INFORMATION SHOWN:
----

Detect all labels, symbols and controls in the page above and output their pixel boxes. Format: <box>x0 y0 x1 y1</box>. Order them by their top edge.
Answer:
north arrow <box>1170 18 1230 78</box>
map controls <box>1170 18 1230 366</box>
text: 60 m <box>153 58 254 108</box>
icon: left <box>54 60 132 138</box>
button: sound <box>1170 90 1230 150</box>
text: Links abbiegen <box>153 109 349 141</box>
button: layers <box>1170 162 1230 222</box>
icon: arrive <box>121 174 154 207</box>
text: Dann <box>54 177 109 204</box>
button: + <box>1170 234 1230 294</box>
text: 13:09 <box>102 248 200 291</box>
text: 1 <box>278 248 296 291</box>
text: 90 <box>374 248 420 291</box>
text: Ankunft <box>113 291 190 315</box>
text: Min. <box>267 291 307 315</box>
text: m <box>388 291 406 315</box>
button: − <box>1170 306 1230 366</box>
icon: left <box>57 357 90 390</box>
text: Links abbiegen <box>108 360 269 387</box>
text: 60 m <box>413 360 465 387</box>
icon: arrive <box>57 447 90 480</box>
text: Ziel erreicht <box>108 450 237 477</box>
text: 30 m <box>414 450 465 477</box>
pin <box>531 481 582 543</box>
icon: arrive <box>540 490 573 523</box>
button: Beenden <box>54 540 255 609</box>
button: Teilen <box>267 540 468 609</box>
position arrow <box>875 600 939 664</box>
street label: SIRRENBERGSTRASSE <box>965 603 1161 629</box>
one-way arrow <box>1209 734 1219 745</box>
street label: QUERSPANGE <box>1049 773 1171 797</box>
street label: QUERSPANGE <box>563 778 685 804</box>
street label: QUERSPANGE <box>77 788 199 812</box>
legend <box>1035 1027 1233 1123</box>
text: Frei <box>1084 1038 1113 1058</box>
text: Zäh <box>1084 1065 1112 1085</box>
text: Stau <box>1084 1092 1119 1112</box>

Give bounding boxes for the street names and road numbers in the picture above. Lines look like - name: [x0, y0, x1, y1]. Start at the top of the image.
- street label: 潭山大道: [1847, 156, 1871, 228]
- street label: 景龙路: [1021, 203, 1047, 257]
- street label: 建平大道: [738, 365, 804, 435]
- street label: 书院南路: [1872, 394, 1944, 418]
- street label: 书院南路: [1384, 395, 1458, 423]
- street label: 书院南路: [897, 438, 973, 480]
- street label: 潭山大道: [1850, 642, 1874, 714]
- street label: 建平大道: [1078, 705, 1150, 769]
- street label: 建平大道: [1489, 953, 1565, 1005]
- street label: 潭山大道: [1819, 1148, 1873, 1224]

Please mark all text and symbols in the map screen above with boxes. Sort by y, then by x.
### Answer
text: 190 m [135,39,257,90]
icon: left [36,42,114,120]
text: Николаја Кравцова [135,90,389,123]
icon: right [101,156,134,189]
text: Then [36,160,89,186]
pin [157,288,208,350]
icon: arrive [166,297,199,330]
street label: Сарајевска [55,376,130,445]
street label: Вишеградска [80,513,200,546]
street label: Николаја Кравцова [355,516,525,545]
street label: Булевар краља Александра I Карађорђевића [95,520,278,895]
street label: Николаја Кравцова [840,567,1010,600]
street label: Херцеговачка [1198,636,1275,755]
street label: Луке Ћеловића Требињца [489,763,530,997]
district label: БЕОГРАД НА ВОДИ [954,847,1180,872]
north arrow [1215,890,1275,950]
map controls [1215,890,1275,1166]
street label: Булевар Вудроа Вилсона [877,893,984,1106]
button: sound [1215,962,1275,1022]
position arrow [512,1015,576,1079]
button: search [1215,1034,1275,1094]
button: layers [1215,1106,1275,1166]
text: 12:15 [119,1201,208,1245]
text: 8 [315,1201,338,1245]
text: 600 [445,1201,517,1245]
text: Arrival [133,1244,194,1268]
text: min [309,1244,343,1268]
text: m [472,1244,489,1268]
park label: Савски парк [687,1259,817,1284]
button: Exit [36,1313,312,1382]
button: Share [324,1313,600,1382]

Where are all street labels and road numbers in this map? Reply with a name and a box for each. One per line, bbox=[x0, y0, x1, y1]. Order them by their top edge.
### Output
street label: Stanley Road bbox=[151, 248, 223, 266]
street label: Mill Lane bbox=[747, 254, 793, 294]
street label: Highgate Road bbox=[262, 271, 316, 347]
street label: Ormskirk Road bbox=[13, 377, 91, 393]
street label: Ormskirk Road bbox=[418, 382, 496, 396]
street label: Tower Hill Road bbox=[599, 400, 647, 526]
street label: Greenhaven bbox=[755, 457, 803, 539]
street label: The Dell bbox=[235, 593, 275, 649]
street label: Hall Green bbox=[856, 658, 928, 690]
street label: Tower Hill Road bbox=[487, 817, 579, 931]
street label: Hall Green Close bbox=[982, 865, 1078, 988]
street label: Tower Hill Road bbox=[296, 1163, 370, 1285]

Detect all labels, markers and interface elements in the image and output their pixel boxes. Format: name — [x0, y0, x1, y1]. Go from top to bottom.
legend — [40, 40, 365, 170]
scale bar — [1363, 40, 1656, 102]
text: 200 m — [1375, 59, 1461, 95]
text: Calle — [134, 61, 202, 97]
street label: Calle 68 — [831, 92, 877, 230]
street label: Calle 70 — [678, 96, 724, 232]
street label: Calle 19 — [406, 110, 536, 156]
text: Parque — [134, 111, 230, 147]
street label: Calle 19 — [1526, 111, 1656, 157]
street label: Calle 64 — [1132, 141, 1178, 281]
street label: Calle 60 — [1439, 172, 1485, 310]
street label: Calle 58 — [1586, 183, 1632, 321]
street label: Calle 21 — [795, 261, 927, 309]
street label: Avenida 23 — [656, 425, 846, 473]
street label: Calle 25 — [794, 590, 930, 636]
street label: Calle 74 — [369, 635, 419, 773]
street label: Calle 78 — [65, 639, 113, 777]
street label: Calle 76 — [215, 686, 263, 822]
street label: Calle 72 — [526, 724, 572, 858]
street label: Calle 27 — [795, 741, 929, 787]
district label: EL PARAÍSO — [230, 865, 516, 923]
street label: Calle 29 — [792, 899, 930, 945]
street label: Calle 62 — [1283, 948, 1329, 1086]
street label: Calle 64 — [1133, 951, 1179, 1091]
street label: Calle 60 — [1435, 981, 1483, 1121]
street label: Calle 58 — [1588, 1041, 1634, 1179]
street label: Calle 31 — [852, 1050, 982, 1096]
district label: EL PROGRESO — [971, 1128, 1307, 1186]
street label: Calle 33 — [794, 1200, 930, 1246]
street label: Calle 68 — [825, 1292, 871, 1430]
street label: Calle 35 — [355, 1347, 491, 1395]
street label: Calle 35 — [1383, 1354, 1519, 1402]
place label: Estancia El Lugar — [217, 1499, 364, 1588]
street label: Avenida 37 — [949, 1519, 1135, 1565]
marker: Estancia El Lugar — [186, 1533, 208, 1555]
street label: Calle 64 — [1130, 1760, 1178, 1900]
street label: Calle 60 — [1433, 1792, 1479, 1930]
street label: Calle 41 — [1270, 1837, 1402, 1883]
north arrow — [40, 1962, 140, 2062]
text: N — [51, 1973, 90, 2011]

----

EXERCISE: Would you copy every line of the entries in which "建平大道" appears?

WRITTEN SOLUTION:
- street label: 建平大道: [738, 365, 804, 435]
- street label: 建平大道: [1078, 705, 1150, 769]
- street label: 建平大道: [1489, 953, 1565, 1005]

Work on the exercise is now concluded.